EME did not have any significant systemic effects. Although there were no significant changes in arterial Po2, cerebral oxygen transport, or oxygen extraction, there was a small (although physiologically insignificant) decrease in Cao2. This decrease is explained by the small decrease in Hb that occurred (Table 1) due to withdrawal of blood for various analyses. Decreases in oxygen content cause cerebral vasodilation(33). However, Jones et al.(34) have shown that the small decrease in Cao2 noted in the present study would be expected to increase CBF by only 2-3%. There were no changes in heart rate, blood glucose, MAP, respiratory rate, or animal activity. In an in vitro study, Wang and Carpenter(35) noted a very mild effect of EME on the sinoatrial node of adult rats. Misra et al.(23) injected EME into the tail veins of male Wister rats and demonstrated no systemic effects at high doses. Therefore, although the cerebrovascular effects of EME and cocaine are similar, their systemic effects are different. One likely reason for this may be cocaine's known effects on catecholamine levels; cocaine blocks reuptake of norepinephrine and stimulates release of epinephrine from the adrenal medulla(36). We did not measure catecholamine levels in this study but indirect indicators of catecholamines were not present, e.g. no change in blood pressure, heart rate, or glucose concentration. Cerebral vasodilation without systemic effects occurs in response to stimuli such as hypercapnia and mild anemia; further, certain drugs can alter baseline CBF and cerebral vascular reactivity without systemic effects (e.g. indomethacin)(37). It is possible that EME's cerebral vascular effects occur directly or indirectly via similar mechanisms. A systematic evaluation of mechanisms for EME's vascular effects may therefore further our understanding of basic mechanisms of regulation of cerebral vascular tone.

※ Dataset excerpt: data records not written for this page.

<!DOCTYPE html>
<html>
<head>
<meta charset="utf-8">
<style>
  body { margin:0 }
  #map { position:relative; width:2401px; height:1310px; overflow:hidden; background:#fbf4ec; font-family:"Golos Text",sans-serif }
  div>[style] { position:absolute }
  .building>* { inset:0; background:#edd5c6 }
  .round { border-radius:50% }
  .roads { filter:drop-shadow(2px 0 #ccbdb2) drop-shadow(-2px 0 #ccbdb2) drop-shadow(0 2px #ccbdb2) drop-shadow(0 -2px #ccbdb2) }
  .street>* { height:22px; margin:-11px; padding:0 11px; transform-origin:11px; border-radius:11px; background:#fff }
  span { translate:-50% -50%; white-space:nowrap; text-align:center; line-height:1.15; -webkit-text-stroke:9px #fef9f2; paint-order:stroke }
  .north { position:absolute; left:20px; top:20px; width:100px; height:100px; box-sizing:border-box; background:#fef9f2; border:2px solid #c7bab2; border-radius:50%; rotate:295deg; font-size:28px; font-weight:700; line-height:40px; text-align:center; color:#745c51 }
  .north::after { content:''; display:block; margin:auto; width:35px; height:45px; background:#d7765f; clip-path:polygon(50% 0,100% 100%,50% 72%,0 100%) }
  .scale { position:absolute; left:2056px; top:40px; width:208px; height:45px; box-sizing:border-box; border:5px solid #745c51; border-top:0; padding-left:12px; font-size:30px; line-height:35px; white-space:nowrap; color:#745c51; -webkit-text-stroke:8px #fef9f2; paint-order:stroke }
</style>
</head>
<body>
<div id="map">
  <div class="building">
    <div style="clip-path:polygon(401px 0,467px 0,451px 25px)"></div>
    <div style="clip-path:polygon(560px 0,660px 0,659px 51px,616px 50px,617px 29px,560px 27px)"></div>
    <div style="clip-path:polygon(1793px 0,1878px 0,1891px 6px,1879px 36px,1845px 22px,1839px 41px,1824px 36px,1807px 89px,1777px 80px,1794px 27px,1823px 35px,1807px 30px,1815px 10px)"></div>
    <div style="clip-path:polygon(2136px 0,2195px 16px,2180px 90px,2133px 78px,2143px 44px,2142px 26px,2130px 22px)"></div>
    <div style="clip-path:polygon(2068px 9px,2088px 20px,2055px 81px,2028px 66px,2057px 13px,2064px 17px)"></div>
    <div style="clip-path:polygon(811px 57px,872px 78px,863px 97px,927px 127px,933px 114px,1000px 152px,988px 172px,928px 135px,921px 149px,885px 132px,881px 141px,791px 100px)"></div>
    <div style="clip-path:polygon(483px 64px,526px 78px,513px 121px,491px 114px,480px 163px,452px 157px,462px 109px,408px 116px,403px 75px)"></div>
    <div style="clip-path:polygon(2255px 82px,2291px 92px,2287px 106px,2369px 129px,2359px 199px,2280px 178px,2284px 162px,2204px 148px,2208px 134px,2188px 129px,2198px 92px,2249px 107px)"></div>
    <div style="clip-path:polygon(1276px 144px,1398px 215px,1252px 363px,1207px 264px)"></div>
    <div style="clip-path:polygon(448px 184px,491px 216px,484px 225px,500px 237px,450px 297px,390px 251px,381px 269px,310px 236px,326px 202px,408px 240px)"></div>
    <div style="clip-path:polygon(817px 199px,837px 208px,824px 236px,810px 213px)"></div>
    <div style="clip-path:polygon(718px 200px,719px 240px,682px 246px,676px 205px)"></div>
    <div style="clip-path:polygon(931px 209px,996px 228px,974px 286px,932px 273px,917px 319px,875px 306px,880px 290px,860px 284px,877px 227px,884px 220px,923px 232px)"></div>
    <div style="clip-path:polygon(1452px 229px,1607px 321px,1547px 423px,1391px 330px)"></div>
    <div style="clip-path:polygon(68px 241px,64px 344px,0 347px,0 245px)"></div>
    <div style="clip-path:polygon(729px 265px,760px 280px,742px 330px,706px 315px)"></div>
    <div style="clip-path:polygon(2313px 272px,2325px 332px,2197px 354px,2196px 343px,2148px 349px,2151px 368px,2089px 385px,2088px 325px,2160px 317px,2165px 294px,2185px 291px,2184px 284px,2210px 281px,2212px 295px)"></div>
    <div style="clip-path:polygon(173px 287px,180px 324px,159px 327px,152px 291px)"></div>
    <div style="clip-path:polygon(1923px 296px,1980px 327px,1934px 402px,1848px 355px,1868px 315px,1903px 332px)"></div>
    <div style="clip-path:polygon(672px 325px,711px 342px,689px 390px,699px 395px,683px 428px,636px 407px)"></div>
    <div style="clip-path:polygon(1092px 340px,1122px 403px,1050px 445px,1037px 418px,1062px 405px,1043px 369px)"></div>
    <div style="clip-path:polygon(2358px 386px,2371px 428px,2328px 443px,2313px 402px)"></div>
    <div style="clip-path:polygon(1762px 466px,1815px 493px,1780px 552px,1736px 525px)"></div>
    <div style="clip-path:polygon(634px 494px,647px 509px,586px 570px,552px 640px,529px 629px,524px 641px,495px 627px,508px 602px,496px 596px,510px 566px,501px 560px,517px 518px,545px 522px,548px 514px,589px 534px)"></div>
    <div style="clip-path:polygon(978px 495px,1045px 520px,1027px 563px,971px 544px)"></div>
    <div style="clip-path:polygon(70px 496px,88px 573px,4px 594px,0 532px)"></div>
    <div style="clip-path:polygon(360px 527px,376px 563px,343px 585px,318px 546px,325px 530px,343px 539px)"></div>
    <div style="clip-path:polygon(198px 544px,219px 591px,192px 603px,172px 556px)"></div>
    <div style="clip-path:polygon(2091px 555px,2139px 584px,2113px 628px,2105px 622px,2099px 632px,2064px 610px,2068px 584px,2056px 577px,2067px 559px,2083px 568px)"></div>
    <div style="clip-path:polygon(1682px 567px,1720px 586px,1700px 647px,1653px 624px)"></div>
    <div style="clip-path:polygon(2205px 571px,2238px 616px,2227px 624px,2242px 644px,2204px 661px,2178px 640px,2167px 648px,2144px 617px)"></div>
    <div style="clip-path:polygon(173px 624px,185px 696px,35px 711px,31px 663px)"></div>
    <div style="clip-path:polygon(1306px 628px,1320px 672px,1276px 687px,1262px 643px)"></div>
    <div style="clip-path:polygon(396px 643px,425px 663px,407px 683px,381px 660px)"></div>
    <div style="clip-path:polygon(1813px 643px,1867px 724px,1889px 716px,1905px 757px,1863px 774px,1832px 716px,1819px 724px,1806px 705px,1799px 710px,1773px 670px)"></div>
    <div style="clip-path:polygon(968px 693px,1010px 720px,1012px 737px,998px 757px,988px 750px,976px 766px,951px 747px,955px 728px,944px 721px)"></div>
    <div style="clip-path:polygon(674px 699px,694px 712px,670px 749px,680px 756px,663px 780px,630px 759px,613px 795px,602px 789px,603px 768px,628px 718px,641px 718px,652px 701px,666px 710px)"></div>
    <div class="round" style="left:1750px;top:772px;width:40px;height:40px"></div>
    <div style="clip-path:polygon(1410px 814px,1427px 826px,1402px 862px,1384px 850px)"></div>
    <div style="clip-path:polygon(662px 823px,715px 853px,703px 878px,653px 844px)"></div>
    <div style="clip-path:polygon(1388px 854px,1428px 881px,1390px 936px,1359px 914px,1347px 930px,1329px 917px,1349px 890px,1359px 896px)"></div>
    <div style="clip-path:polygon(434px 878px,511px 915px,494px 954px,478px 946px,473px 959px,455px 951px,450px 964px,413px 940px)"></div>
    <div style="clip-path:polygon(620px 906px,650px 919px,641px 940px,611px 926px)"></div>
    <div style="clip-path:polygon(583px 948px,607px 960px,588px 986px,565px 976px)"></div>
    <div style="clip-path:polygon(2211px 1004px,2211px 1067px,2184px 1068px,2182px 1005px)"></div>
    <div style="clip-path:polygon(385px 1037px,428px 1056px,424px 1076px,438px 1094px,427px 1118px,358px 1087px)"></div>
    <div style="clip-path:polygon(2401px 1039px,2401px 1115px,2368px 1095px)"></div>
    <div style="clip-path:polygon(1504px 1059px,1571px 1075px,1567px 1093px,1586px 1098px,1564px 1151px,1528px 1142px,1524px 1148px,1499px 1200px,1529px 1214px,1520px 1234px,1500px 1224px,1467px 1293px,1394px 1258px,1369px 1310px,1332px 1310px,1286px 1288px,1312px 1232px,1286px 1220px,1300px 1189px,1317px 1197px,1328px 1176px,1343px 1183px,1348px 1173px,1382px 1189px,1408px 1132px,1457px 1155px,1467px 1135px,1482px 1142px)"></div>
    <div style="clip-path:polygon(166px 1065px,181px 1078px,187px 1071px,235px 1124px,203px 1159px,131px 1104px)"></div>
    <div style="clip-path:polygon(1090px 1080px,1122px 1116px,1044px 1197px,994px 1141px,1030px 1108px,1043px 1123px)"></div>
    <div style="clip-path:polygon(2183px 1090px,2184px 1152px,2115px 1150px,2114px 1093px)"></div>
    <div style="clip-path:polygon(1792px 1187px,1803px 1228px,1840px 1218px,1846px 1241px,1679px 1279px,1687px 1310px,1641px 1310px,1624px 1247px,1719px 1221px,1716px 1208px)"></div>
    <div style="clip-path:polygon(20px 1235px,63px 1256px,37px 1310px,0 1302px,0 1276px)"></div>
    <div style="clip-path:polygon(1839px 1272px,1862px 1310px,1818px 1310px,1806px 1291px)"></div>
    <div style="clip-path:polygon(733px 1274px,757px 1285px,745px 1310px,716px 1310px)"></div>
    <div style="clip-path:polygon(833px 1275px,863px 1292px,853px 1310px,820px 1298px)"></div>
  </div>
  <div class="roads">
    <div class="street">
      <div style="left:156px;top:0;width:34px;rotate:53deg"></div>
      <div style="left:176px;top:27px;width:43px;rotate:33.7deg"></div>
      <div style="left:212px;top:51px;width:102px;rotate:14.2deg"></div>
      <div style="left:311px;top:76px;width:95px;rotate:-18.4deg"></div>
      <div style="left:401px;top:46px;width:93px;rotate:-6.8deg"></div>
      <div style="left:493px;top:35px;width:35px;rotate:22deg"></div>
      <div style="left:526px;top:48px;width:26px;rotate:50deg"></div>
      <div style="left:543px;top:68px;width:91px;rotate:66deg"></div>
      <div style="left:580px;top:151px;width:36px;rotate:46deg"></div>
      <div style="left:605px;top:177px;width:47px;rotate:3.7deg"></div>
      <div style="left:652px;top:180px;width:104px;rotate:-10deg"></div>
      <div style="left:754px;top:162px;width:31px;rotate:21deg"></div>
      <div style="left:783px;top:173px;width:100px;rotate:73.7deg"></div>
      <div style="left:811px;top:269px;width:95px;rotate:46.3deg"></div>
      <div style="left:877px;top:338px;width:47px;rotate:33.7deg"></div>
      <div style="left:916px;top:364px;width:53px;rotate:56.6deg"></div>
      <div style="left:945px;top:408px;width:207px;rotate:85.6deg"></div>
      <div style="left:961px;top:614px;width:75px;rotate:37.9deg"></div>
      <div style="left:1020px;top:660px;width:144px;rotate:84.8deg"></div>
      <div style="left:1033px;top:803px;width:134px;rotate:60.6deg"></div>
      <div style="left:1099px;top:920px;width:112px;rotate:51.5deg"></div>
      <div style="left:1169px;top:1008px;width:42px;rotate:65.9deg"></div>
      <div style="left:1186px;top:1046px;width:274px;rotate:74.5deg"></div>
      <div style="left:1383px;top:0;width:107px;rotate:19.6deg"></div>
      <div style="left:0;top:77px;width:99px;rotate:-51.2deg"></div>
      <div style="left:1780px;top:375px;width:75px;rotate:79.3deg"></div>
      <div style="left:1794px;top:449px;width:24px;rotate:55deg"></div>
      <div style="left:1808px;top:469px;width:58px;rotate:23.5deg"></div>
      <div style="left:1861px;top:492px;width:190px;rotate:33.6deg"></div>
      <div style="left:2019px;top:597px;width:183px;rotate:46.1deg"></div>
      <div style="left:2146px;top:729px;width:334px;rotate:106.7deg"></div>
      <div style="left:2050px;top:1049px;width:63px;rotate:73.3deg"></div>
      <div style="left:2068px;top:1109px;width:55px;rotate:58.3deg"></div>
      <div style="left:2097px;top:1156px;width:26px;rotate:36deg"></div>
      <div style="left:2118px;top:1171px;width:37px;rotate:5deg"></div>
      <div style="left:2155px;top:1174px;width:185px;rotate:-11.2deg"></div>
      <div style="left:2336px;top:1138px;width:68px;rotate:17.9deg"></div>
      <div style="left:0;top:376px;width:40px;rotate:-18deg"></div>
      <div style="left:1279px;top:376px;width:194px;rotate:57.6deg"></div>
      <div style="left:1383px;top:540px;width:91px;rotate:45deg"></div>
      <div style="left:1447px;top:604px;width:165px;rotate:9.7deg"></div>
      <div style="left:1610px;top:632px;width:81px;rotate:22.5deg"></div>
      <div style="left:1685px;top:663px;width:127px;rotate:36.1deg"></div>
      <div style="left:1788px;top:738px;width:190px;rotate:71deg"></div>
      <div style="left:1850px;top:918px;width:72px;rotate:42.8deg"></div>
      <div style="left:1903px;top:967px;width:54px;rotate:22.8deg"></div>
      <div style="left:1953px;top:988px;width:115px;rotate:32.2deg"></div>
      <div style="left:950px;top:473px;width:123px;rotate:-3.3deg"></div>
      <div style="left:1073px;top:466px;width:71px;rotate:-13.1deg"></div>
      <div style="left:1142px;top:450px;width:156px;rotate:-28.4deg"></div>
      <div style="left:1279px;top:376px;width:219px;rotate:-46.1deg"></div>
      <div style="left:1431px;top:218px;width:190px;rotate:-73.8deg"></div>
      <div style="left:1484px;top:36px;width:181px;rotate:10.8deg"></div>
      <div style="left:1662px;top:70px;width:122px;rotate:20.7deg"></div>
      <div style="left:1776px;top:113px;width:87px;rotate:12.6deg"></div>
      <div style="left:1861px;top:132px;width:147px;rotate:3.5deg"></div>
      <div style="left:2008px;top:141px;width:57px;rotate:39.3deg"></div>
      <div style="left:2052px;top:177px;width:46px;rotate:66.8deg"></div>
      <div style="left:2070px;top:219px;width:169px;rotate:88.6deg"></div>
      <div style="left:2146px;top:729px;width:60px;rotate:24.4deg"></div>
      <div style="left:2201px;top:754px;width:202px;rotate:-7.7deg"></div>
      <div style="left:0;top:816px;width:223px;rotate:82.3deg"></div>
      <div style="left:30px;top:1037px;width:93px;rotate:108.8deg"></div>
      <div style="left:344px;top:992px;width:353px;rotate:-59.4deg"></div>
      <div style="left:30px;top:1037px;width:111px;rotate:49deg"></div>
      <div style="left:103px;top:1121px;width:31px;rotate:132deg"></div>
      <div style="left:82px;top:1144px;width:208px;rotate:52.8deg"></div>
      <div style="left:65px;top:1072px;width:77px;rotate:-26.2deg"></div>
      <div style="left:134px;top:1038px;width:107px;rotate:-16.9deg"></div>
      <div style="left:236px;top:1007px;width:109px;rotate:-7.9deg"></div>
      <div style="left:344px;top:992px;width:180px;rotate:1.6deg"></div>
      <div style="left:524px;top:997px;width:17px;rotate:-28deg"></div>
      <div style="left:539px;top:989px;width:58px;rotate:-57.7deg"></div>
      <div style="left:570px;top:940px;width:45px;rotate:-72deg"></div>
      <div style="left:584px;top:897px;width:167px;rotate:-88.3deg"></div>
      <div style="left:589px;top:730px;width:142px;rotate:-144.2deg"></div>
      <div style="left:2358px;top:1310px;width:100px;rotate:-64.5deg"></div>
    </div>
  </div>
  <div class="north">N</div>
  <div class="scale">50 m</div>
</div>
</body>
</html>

There were some limitations to this study. First, we measured cerebrovascular effects of a single dose of EME and obtained measurements at the same time intervals after injection as in our previous study evaluating cerebral responses to cocaine(7). However, we may have missed a more delayed response to EME. In the present study, EME levels decreased but remained present in arterial blood samples for at least 180 min after injection (Table 3). Further, although cerebral vascular resistance returns to baseline 15 min after cocaine injection, CVR remained decreased 60 min after EME injection. It is possible that CVR might have decreased further or remained decreased compared with baseline if we had done more delayed measurements. Second, we studied only one dose of EME. We chose this 2.5 mg/kg EME dose because, after several pilot studies using different doses, we had obtained EME levels similar to those we had previously observed after a 4 mg/kg cocaine dose in the lamb. The present study did not examine a dose-response relationship. Further, we do not know if the results can be extrapolated to the fetus, either directly or after maternal injection. EME could affect uteroplacental blood flow differently than cocaine. In addition, although we have shown that both the sheep fetus(8) and the pregnant ewe(9) metabolize cocaine to EME, we do not know the percentage of EME which may cross the placenta. Further studies are needed to evaluate both cerebral vasoactivity and placental transfer of EME in fetuses.

In summary, we have shown that EME causes cerebral vasodilation in neonatal sheep. Vasodilation occurs immediately and persists for at least 60 min after injection. These cerebrovascular effects occur independently of systemic changes. EME may therefore be responsible, at least in part, for the cerebral vasodilation observed in developing sheep after cocaine injection.